Data to examine
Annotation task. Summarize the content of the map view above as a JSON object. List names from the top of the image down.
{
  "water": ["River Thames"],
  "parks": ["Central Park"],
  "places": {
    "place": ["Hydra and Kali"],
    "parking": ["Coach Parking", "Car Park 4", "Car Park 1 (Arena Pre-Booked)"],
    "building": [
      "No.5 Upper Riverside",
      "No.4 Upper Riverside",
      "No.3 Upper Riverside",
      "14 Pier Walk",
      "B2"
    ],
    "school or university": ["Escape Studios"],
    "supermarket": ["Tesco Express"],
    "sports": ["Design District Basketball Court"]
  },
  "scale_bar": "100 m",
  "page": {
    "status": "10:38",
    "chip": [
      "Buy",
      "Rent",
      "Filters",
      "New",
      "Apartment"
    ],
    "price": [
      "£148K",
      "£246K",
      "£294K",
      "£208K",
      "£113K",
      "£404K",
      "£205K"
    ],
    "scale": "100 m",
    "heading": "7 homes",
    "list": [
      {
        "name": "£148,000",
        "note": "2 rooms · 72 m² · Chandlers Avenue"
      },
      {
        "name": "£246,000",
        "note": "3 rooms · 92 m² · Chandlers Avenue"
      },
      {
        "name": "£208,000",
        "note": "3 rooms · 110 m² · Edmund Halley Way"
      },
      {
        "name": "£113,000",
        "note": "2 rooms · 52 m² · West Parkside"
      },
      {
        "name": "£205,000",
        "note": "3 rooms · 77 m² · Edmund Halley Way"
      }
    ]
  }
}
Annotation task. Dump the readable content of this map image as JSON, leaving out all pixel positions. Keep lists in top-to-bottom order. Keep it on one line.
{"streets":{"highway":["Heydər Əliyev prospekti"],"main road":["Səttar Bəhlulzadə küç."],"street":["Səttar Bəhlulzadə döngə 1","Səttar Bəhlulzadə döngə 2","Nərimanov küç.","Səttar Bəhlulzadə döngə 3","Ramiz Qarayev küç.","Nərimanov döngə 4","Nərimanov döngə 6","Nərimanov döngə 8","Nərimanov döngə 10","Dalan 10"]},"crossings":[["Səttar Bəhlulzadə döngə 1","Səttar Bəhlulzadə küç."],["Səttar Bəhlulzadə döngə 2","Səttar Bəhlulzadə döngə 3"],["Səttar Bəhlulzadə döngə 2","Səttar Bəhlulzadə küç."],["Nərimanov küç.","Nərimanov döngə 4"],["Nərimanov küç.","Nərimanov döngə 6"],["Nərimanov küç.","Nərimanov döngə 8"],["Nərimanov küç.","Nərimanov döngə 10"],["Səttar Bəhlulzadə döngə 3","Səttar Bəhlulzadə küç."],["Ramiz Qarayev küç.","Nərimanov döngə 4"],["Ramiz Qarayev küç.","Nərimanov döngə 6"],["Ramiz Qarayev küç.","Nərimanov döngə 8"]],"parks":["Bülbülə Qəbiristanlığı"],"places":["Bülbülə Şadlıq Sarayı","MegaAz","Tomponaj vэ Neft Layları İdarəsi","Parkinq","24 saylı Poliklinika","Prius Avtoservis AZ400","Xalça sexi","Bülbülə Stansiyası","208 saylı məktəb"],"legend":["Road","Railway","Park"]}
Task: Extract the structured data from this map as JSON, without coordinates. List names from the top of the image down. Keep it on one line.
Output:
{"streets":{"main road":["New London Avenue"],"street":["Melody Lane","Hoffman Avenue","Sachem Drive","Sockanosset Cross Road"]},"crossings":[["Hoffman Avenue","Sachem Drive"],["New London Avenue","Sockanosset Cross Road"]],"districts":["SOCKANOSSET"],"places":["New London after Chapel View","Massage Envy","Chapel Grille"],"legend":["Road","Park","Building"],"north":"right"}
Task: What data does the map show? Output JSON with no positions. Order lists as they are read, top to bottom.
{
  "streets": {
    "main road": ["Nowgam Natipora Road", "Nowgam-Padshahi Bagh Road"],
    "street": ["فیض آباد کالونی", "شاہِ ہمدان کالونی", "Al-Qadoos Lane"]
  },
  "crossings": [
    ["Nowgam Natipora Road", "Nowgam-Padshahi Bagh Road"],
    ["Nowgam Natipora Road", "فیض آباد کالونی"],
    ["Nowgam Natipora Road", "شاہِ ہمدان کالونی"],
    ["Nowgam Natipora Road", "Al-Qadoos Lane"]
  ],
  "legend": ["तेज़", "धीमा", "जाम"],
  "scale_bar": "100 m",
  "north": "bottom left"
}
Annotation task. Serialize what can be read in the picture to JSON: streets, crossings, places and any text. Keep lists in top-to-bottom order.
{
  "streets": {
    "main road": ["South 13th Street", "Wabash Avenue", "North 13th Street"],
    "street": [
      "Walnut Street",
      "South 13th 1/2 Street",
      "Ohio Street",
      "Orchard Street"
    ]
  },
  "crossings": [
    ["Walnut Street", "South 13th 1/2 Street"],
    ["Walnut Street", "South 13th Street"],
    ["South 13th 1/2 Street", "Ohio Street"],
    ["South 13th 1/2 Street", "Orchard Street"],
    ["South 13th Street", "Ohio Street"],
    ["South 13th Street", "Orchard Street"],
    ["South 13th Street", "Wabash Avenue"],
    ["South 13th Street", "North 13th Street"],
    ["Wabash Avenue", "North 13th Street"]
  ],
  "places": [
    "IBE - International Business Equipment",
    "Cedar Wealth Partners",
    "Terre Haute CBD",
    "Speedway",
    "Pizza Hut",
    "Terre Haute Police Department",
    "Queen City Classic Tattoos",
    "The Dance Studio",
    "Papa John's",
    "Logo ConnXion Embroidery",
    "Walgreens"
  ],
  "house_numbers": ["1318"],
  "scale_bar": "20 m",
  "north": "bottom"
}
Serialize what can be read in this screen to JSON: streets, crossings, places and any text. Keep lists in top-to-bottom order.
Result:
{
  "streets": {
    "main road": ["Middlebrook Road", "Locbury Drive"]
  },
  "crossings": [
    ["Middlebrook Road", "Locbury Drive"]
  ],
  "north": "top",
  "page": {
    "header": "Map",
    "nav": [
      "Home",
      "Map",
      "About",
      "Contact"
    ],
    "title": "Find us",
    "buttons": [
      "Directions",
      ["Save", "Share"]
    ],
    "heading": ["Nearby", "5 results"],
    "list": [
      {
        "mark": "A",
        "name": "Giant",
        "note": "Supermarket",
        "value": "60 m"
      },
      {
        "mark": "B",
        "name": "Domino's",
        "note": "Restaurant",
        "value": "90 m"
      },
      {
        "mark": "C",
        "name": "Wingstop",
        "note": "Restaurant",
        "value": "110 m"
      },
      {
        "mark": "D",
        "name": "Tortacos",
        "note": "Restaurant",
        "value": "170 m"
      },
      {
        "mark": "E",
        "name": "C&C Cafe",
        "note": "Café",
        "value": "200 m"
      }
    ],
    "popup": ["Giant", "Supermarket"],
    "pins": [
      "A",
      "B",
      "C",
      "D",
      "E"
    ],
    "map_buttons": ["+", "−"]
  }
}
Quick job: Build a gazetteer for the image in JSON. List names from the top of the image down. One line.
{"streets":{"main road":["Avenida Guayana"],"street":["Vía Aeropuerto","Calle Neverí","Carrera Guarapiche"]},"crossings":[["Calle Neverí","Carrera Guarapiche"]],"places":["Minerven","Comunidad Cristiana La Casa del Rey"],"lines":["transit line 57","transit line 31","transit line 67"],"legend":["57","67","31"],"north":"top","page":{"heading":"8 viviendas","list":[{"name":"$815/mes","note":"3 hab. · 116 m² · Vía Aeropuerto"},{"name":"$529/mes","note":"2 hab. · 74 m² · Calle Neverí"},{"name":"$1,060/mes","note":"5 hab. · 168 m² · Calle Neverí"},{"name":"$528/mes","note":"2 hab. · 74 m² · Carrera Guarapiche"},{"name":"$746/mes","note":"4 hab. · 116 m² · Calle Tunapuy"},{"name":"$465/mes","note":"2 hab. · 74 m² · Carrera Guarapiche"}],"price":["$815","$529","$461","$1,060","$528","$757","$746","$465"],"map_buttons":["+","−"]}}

Work task
For each line in the entries that contains the string "Wabash", make a copy.

Exercise response
    "main road": ["South 13th Street", "Wabash Avenue", "North 13th Street"],
    ["South 13th Street", "Wabash Avenue"],
    ["Wabash Avenue", "North 13th Street"]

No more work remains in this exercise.